#### [WHAT TO DO]
From the entries, copy out every line in which the word "column" is found.

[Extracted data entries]
═══
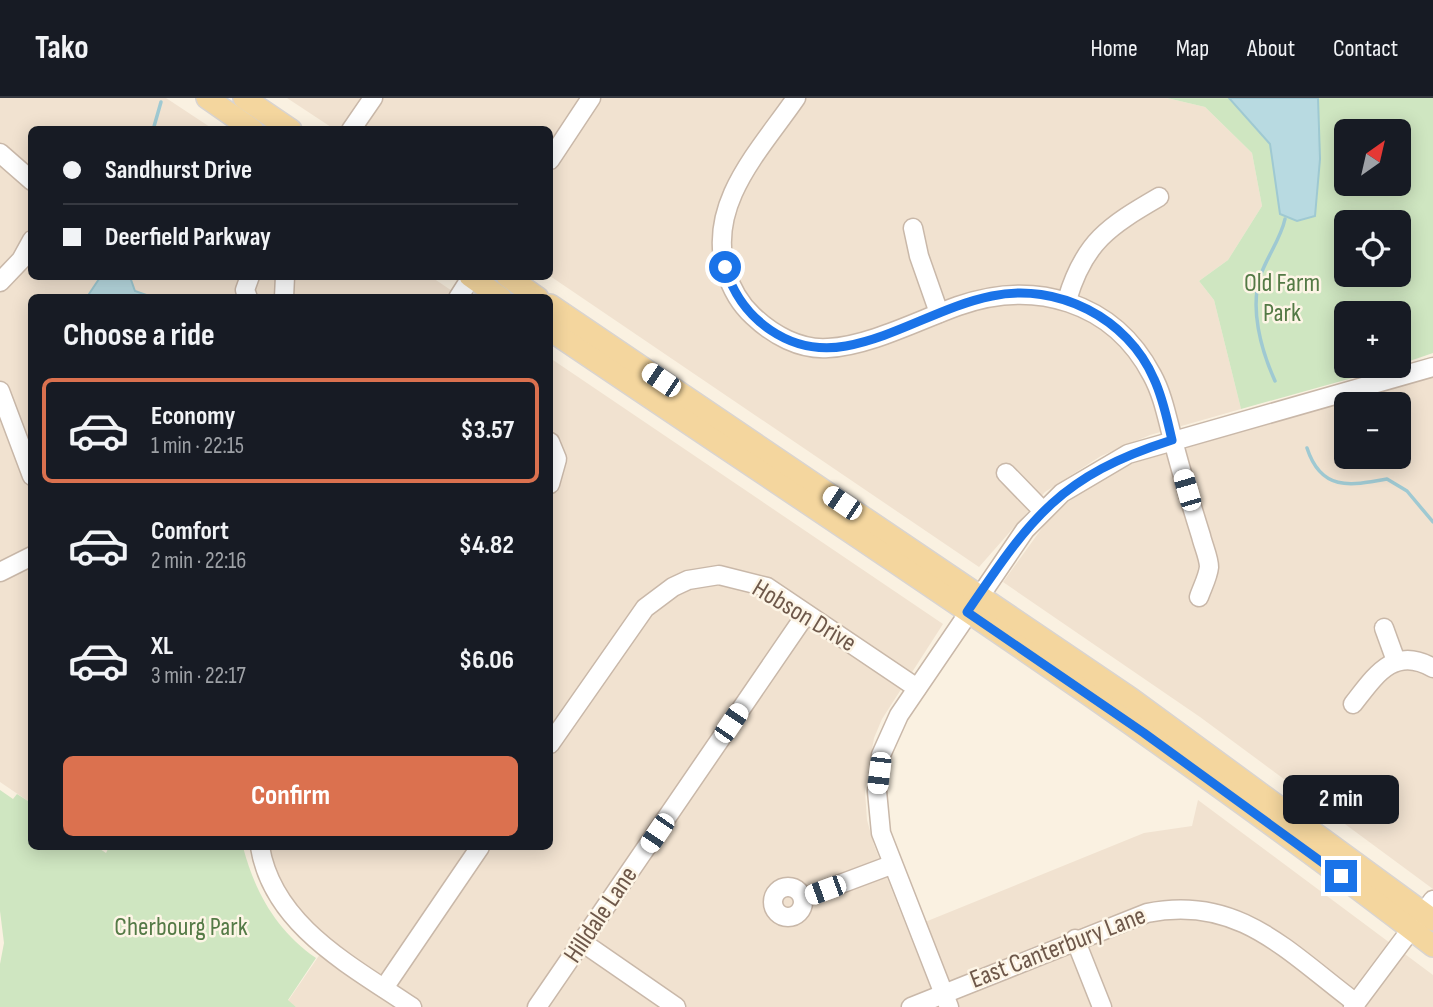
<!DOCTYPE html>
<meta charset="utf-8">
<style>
:root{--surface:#171b24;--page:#242831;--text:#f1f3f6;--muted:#9ea1a6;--line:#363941;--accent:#db714f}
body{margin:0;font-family:"Sofia Sans Condensed",sans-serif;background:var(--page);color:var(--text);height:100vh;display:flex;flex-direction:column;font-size:26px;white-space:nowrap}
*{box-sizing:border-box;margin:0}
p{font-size:23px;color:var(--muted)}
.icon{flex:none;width:38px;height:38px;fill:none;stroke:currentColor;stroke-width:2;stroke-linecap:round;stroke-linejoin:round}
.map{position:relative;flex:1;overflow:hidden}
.details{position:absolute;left:28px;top:196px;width:525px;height:556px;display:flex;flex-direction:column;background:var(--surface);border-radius:10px;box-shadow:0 4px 18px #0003}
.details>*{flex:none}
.banner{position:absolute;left:28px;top:28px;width:525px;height:154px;border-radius:10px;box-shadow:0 4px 18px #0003;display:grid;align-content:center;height:154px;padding:0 35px;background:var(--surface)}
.needle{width:46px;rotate:34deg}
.controls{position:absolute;left:1334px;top:21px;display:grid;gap:14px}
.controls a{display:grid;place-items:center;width:77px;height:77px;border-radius:10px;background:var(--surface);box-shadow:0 4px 18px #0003;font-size:35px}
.end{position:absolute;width:32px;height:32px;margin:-16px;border:9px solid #1a73e8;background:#fff;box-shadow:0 0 0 4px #fff}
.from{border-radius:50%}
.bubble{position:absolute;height:49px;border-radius:10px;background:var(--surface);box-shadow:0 4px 18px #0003;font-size:23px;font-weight:700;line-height:49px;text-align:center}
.car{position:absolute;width:21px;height:42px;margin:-21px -10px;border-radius:9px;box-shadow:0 0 5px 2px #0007;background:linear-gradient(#fff 24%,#345 0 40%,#fff 0 76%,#345 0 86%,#fff 0)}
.banner b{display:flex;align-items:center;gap:24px;height:66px;font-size:26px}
.banner b+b{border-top:2px solid var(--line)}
.banner i{width:18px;height:18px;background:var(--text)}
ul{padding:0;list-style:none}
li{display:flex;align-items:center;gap:21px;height:105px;margin:0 14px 10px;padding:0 21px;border:4px solid transparent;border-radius:10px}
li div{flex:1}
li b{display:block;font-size:26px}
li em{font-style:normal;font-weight:700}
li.current{border-color:var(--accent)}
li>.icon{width:63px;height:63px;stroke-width:1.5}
h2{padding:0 35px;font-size:32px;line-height:84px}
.cta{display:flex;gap:14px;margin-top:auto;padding:14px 35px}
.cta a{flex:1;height:80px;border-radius:10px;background:var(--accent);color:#fff;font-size:28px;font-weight:700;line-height:80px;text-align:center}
header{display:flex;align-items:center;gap:42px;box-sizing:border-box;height:98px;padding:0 35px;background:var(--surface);border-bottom:2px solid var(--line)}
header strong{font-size:33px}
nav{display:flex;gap:38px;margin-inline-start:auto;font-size:24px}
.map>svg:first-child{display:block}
.residential{fill:#f1e2d0;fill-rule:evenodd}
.green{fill:#cfe6c1;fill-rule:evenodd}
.water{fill:#b8dae1;stroke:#9fc9d2;stroke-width:2}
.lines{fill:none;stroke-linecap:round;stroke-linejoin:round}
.stream{stroke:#9fc9d2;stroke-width:3.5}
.minor-casing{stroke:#c9b8a9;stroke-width:21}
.major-casing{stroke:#d9d4d0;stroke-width:24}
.minor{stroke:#fff;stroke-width:18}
.major{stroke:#f4d69e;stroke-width:21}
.route{stroke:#1a73e8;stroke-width:9}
.labels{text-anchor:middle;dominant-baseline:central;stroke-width:5;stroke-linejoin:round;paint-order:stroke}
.park-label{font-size:26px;fill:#547a46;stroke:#fdf5e6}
.street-label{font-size:26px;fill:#6e584a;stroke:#fdf5e6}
</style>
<header>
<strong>Tako</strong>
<nav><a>Home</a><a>Map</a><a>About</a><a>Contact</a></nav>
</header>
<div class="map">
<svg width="1433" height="909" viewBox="0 0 1433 909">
<rect width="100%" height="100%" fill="#faf1e1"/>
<!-- residential -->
<g class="residential">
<path d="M0 0H166L213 31 32 32V178H430L461 199 32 200 31 705 0 684Z"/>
<path d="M287 0H1167L1205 9 1252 55 1262 108 1228 162 1199 183 1214 202 1241 311 1150 337 1101 358 1045 394 979 469 550 178V32L334 31Z"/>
<path d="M550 260 943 526 882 621 874 640 865 693 867 722 874 747 938 909H296L288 903 329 843 311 828 282 793 266 749H550Z"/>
<path d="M1433 277V791L1200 619 1003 484 1045 426 1066 406 1086 390 1127 367ZM1346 306H1398V359H1346Z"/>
<path d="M1198 702 1433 877V909H959L925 824 1144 735 1192 728Z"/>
</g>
<!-- green -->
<g class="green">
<path d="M1167 0H1433V255L1398 267V215H1346V268H1395L1241 311 1214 202 1199 183 1228 162 1262 108 1252 55 1205 9ZM1346 33H1398V86H1346ZM1346 124H1398V177H1346Z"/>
<path d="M0 692 13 701 17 696 31 705 32 749H97L106 755 109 749H243C255 795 277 833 316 860L288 902 296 909H0V866L4 845 0 813Z"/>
</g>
<!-- water -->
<g class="water">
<path d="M1229 0H1318L1320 61 1315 118 1297 123 1280 116 1270 46Z"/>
<path d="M101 178 130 179 135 193 152 199H87Z"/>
</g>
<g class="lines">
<!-- stream -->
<g class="stream">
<path d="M153 32 161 4"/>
<path d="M1275 283C1261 252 1249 209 1261 176 1268 157 1281 140 1285 121"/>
<path d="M1307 350C1321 393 1349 388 1387 381L1407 393 1433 424"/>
</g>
<!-- minor casing -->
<g class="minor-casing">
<g id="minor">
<path d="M796 0C761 51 706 106 726 173 731 190 740 206 753 218 773 237 800 252 828 250 869 248 919 222 958 208 1034 181 1113 203 1152 277 1163 297 1167 320 1173 342 1181 374 1191 406 1201 438 1203 447 1209 460 1209 469 1208 479 1202 490 1199 499"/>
<path d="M351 32 373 0"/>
<path d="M0 55 32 83"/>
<path d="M550 62 591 0"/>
<path d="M913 130 919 158 939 215"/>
<path d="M0 184 21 162 32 142"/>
<path d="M248 200 245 192 250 178"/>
<path d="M284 200 285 178"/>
<path d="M458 200 472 178"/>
<path d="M1067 202C1084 144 1109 128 1159 99"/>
<path d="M0 293 32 378"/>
<path d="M550 344 557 361 550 386"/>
<path d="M1006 375 1042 412"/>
<path d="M0 474 32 458"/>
<path d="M1384 530 1396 563"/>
<path d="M1353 606C1375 578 1394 547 1433 570"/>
<path d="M550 646 645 510 673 489 688 482 719 477 767 489 917 590"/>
<path d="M260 749C273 828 352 868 412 909"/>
<circle cx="788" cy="804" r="15"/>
<path d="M803 800 891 767"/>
<path d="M1075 841 1102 909"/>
<path d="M582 844 676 909"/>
<path d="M384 890 480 749"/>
<path d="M537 909 806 516"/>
<path d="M911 909 1147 815C1238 796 1288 854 1356 905"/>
<path d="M949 909 881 735 877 693 881 657 899 617 1025 432 1062 395 1128 356 1433 269"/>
<path d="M1353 909 1433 802"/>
</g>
</g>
<!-- major casing -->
<g class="major-casing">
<g id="major">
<path d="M207 0 253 32"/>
<path d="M244 0 291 32"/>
<path d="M470 178 501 200"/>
<path d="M507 178 538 200"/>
<path d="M550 207 1130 600 1433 822"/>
<path d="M550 232C847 433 1149 628 1433 848"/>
</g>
</g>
<!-- minor -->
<use href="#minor" class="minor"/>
<!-- major -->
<use href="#major" class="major"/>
</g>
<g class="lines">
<!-- route -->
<path class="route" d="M725 169C741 222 790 258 846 248 896 239 942 208 992 198 1057 184 1128 220 1154 281 1163 300 1167 321 1172 342 1059 378 1031 420 967 514L1144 635 1341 778"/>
</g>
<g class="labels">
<!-- park labels -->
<g class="park-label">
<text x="1282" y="185">Old Farm<tspan x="1282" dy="30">Park</tspan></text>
<text x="181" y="829">Cherbourg Park</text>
</g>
<!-- street labels -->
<g class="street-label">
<text transform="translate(804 518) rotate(31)">Hobson Drive</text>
<text transform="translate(601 817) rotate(-56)">Hilldale Lane</text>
<text transform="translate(1058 850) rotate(-21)">East Canterbury Lane</text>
</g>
</g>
</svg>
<div class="controls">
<a><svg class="needle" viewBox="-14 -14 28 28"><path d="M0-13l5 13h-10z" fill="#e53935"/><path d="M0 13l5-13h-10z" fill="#9ea1a6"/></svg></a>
<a><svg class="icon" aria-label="locate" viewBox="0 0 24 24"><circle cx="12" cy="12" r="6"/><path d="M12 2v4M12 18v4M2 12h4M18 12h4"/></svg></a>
<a>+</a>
<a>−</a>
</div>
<i class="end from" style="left:725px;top:169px"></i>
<i class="end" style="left:1341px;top:778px"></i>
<div class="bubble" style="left:1283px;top:677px;width:116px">2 min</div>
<i class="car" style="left:661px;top:282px;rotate:304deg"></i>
<i class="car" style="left:1187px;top:392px;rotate:344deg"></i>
<i class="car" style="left:842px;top:405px;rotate:304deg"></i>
<i class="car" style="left:731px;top:625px;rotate:34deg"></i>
<i class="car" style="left:879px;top:675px;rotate:187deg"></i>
<i class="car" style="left:657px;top:735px;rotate:214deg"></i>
<i class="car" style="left:825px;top:792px;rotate:250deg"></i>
<div class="banner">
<b><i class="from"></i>Sandhurst Drive</b>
<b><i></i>Deerfield Parkway</b>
</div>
<section class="details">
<h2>Choose a ride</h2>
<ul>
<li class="current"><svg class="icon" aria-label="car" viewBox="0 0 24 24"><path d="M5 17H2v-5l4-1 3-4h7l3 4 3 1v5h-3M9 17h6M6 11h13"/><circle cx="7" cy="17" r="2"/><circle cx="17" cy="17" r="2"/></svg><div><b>Economy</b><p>1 min · 22:15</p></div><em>$3.57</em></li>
<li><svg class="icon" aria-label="car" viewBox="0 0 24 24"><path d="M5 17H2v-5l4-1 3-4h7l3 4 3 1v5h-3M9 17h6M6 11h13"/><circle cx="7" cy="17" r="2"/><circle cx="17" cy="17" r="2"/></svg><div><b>Comfort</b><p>2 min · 22:16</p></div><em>$4.82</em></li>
<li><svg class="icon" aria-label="car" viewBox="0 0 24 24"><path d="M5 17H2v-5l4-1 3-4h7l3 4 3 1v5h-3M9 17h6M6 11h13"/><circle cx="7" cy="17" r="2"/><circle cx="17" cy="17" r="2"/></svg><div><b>XL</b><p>3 min · 22:17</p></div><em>$6.06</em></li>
</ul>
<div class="cta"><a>Confirm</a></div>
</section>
</div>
═══
#### [TASK OUTPUT]
body{margin:0;font-family:"Sofia Sans Condensed",sans-serif;background:var(--page);color:var(--text);height:100vh;display:flex;flex-direction:column;font-size:26px;white-space:nowrap}
.details{position:absolute;left:28px;top:196px;width:525px;height:556px;display:flex;flex-direction:column;background:var(--surface);border-radius:10px;box-shadow:0 4px 18px #0003}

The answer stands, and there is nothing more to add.